Items listed in a dataset:
● ● ● ● ●
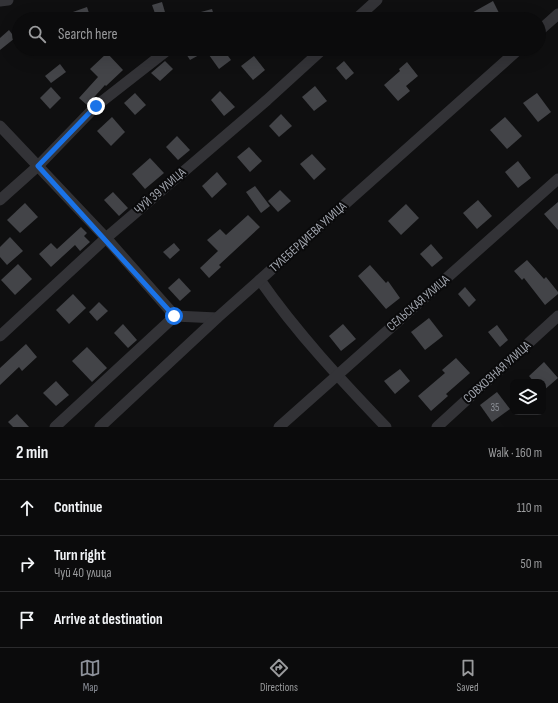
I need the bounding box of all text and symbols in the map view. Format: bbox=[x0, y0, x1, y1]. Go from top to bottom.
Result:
search box bbox=[12, 12, 546, 56]
icon: search bbox=[26, 23, 48, 45]
text: Search here bbox=[58, 25, 118, 44]
route end bbox=[87, 97, 105, 115]
street label: ЧУЙ 39 УЛИЦА bbox=[131, 164, 189, 218]
street label: ТУЛЕБЕРДИЕВА УЛИЦА bbox=[266, 198, 350, 276]
street label: СЕЛЬСКАЯ УЛИЦА bbox=[383, 271, 453, 335]
route start bbox=[165, 307, 183, 325]
street label: СОВХОЗНАЯ УЛИЦА bbox=[460, 337, 534, 406]
map controls bbox=[510, 379, 546, 415]
button: layers bbox=[510, 379, 546, 415]
house number: 35 bbox=[490, 401, 500, 414]
text: 2 min bbox=[16, 443, 48, 463]
text: Walk · 160 m bbox=[488, 445, 542, 461]
icon: ahead bbox=[16, 497, 38, 519]
text: Continue bbox=[54, 498, 103, 517]
text: 110 m bbox=[517, 500, 542, 516]
text: Turn right bbox=[54, 546, 106, 565]
icon: right bbox=[16, 553, 38, 575]
text: 50 m bbox=[521, 556, 542, 572]
text: Чуй 40 улица bbox=[54, 565, 112, 581]
icon: arrive bbox=[16, 609, 38, 631]
text: Arrive at destination bbox=[54, 610, 163, 629]
tab: Map bbox=[79, 657, 101, 694]
tab: Directions bbox=[260, 657, 298, 694]
tab: Saved bbox=[457, 657, 479, 694]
● ● ● ● ●
With the pictures excluded, the records are to be reproduced exactly.

Answer section.
I need the bounding box of all text and symbols in the map view. Format: bbox=[x0, y0, x1, y1]. Go from top to bottom.
Result:
search box bbox=[12, 12, 546, 56]
icon: search bbox=[26, 23, 48, 45]
text: Search here bbox=[58, 25, 118, 44]
route end bbox=[87, 97, 105, 115]
street label: ЧУЙ 39 УЛИЦА bbox=[131, 164, 189, 218]
street label: ТУЛЕБЕРДИЕВА УЛИЦА bbox=[266, 198, 350, 276]
street label: СЕЛЬСКАЯ УЛИЦА bbox=[383, 271, 453, 335]
route start bbox=[165, 307, 183, 325]
street label: СОВХОЗНАЯ УЛИЦА bbox=[460, 337, 534, 406]
map controls bbox=[510, 379, 546, 415]
button: layers bbox=[510, 379, 546, 415]
house number: 35 bbox=[490, 401, 500, 414]
text: 2 min bbox=[16, 443, 48, 463]
text: Walk · 160 m bbox=[488, 445, 542, 461]
icon: ahead bbox=[16, 497, 38, 519]
text: Continue bbox=[54, 498, 103, 517]
text: 110 m bbox=[517, 500, 542, 516]
text: Turn right bbox=[54, 546, 106, 565]
icon: right bbox=[16, 553, 38, 575]
text: 50 m bbox=[521, 556, 542, 572]
text: Чуй 40 улица bbox=[54, 565, 112, 581]
icon: arrive bbox=[16, 609, 38, 631]
text: Arrive at destination bbox=[54, 610, 163, 629]
tab: Map bbox=[79, 657, 101, 694]
tab: Directions bbox=[260, 657, 298, 694]
tab: Saved bbox=[457, 657, 479, 694]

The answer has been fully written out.